[Stored items from a collection]
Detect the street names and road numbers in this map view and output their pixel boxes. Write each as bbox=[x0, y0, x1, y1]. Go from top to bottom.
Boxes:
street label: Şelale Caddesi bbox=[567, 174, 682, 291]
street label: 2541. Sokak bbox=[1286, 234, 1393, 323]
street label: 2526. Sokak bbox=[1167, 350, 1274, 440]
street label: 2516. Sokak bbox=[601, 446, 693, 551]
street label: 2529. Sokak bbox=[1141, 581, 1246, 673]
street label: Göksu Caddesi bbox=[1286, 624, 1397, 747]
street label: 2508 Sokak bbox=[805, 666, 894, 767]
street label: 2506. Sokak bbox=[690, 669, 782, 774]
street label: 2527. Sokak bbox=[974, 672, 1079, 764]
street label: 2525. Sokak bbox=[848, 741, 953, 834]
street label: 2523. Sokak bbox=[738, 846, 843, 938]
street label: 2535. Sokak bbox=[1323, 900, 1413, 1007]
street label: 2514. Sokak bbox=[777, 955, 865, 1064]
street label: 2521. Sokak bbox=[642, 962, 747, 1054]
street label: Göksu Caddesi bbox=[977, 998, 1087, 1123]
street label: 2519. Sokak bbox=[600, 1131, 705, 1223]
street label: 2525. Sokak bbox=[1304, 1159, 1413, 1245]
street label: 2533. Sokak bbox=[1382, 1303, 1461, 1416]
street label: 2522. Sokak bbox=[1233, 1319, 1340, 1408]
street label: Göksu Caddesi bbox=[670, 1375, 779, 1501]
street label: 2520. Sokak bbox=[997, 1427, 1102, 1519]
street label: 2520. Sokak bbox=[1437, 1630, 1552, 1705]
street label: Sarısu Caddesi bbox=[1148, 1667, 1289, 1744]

**WORK REQUIRED:** Extract the full set of entries word for word.

**RESULT:**
Detect the street names and road numbers in this map view and output their pixel boxes. Write each as bbox=[x0, y0, x1, y1]. Go from top to bottom.
Boxes:
street label: Şelale Caddesi bbox=[567, 174, 682, 291]
street label: 2541. Sokak bbox=[1286, 234, 1393, 323]
street label: 2526. Sokak bbox=[1167, 350, 1274, 440]
street label: 2516. Sokak bbox=[601, 446, 693, 551]
street label: 2529. Sokak bbox=[1141, 581, 1246, 673]
street label: Göksu Caddesi bbox=[1286, 624, 1397, 747]
street label: 2508 Sokak bbox=[805, 666, 894, 767]
street label: 2506. Sokak bbox=[690, 669, 782, 774]
street label: 2527. Sokak bbox=[974, 672, 1079, 764]
street label: 2525. Sokak bbox=[848, 741, 953, 834]
street label: 2523. Sokak bbox=[738, 846, 843, 938]
street label: 2535. Sokak bbox=[1323, 900, 1413, 1007]
street label: 2514. Sokak bbox=[777, 955, 865, 1064]
street label: 2521. Sokak bbox=[642, 962, 747, 1054]
street label: Göksu Caddesi bbox=[977, 998, 1087, 1123]
street label: 2519. Sokak bbox=[600, 1131, 705, 1223]
street label: 2525. Sokak bbox=[1304, 1159, 1413, 1245]
street label: 2533. Sokak bbox=[1382, 1303, 1461, 1416]
street label: 2522. Sokak bbox=[1233, 1319, 1340, 1408]
street label: Göksu Caddesi bbox=[670, 1375, 779, 1501]
street label: 2520. Sokak bbox=[997, 1427, 1102, 1519]
street label: 2520. Sokak bbox=[1437, 1630, 1552, 1705]
street label: Sarısu Caddesi bbox=[1148, 1667, 1289, 1744]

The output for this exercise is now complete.